Au rang de ces modes alternatifs de financement de l’État et des pouvoirs publics (car il ne fait de doute pour personne que les pouvoirs publics ont droit à des recettes et qu’il est besoin qu’elles fassent pour le bien commun des dépenses dites, en effet, publiques) se trouve la possibilité de financer l’État par des taxes seulement, et de supprimer l’impôt. Les calculs effectués depuis des années par quelques économistes, notamment le prof. Bolliger de l’Université de Zürich, montrent qu’une taxe de 0,2 % à 0,4 % sur les transactions électroniques sans exception (paiements et mouvements) suffirait à remplacer l’impôt sur le revenu et l’impôt sur les entreprises. Ce n’est pas le lieu d’entrer dans le détail, mais il suffira de dire que l’intérêt des citoyens est évident dans ces mesures et que l’intérêt indirect de l’État n’y serait pas moindre : c’est l’intérêt symbolique direct du pouvoir qui serait seul à y perdre. Et à court terme seulement. Cette taxe lutterait également contre la finance-casino, en la mettant à contribution. Elle augmenterait considérablement le pouvoir d’achat. En diminuant le coût du travail, elle doperait les exportations. Elle correspondrait qui plus est au passage toujours plus systématique à l’argent électronique et à l’éviction progressive de l’argent liquide. C’est la voie vers l’extinction du « noir » et de l’évasion fiscale. La localisation géographique du paiement électronique, aisée, dès lors qu’on légiférerait sur son obligation, résoudrait en partie aussi le problème des paradis fiscaux, puisqu’il serait obligatoire de procéder au paiement dans le pays où la vente a eu lieu. Si le paiement est international, l’imposition se ferait sur la moitié du montant seulement. Les Suisses couvent ces solutions depuis longtemps, il faut les leur chiper, puisqu’ils n’osent pas eux-mêmes les mettre en application.
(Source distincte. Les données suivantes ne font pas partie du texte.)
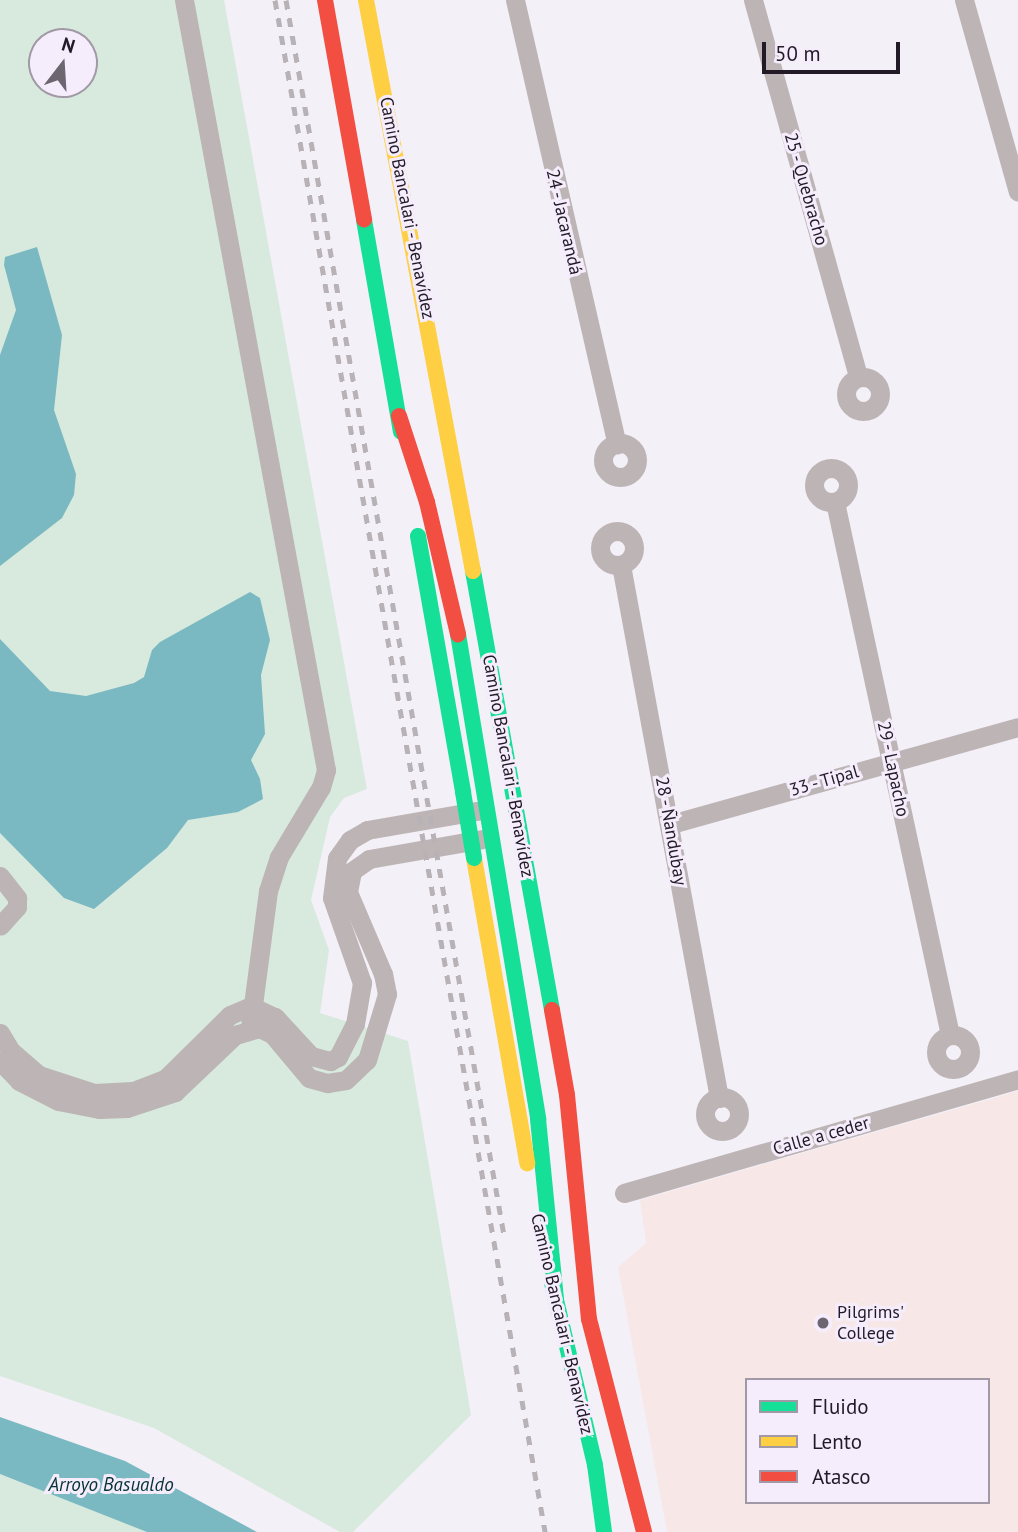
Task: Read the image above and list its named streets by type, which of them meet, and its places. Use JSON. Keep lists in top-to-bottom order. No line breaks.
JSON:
{"streets":{"main road":["Camino Bancalari - Benavídez"],"street":["25 - Quebracho","24 - Jacarandá","29 - Lapacho","33 - Tipal","28 - Ñandubay","Calle a ceder"]},"crossings":[["29 - Lapacho","33 - Tipal"],["33 - Tipal","28 - Ñandubay"]],"water":["Arroyo Basualdo"],"places":["Pilgrims' College"],"legend":["Fluido","Lento","Atasco"],"scale_bar":"50 m","north":"top"}
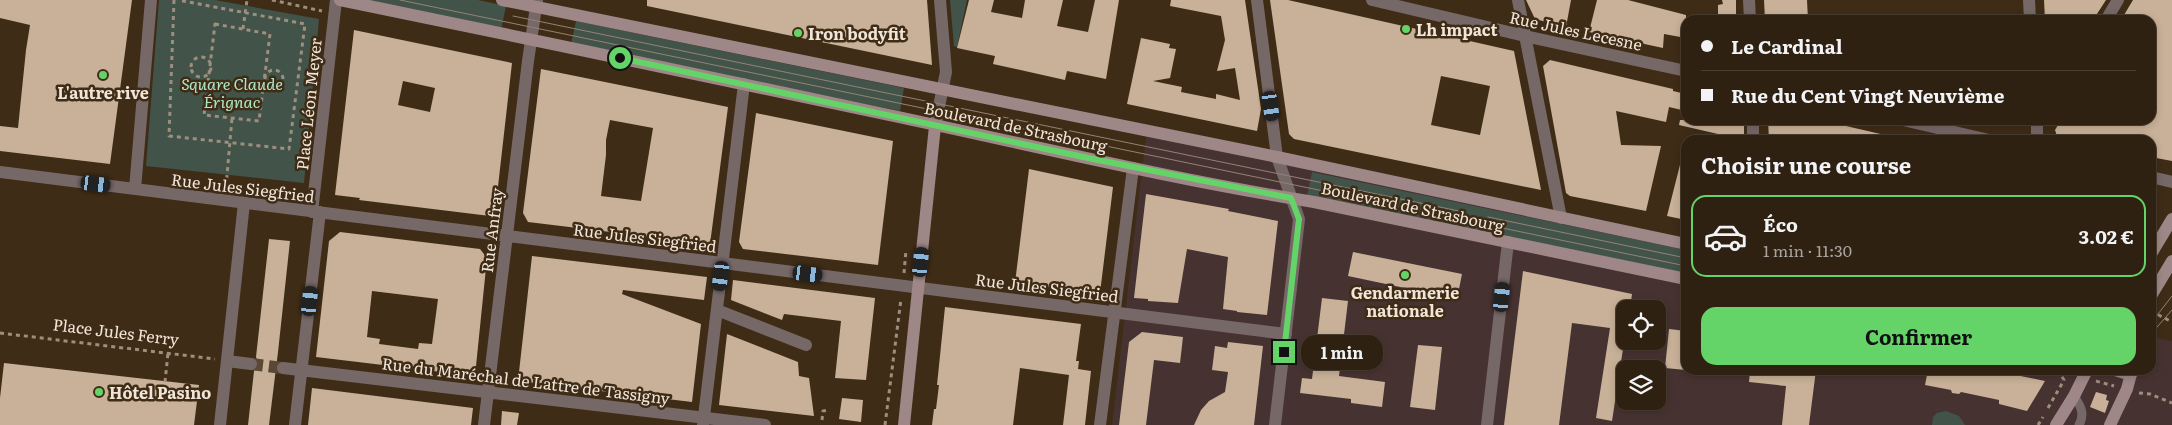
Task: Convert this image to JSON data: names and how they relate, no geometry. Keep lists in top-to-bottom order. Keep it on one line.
{"streets":{"street":["Rue Jules Lecesne","Place Léon Meyer","Boulevard de Strasbourg","Rue Jules Siegfried","Rue Anfray","Rue du Maréchal de Lattre de Tassigny"],"path":["Place Jules Ferry"]},"crossings":[["Place Léon Meyer","Rue Jules Siegfried"],["Place Léon Meyer","Rue du Maréchal de Lattre de Tassigny"],["Boulevard de Strasbourg","Rue Anfray"],["Rue Jules Siegfried","Rue Anfray"],["Rue Anfray","Rue du Maréchal de Lattre de Tassigny"]],"parks":["Square Claude Érignac"],"places":["Lh impact","Iron bodyfit","L'autre rive","Gendarmerie nationale","Hôtel Pasino"],"page":{"banner":["Le Cardinal","Rue du Cent Vingt Neuvième"],"heading":"Choisir une course","list":[{"name":"Éco","note":"1 min · 11:30","value":"3.02 €"}],"buttons":"Confirmer","bubble":"1 min"}}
Le gain qu’une société fait en récupérant la fierté, la prospérité et le sens de la responsabilité publique de ses citoyens dépasse toutes les pertes imaginables par les Cassandre qui penseraient que la cupidité et l’égoïsme redoubleraient avec le redoublement de la liberté. C’est le contraire qui se produirait, très majoritairement.

 

Déprofessionnalisation politique

 

Deuxième proposition pour une démocratisation : la déprofessionnalisation de la carrière politique. On touche là un point extrêmement sensible dans la citoyenneté actuelle. Les Indignés de tout poil ne se sont pas dressés contre autre chose : le divorce entre les représentants et les représentés est consommé. La confiance dans « les politiques » est au plus bas. Ils n’apparaissent plus aux électeurs comme des membres de leur société, mais comme une classe à part, peuplée d’interchangeables et mue par des intérêts propres. Ce point annonce un désastre pour la démocratie.

Cette classe à part constitue la particratie. Les élections lui sont comme un jour de marché. Les partis politiques vont au marché électoral puis se partagent les bénéfices. Ne peuvent véritablement s’adresser à cette particratie que les puissants lobbies, qui meuvent les plus grandes quantités d’argent et d’emploi et qui interviennent à ce titre, bien que derrière une vitre opaque, à la gestion de la chose publique et au partage du pouvoir. Les citoyens quant à eux, dans leur plus grand nombre, n’y ont d’accès qu’une fois tous les quatre ou cinq ans, de la manière la plus indirecte et anonyme qui soit, par l’étroit chemin des urnes. Un mariage qui ne couche ensemble qu’une fois tous les cinq ans n’est pas sur la bonne voie.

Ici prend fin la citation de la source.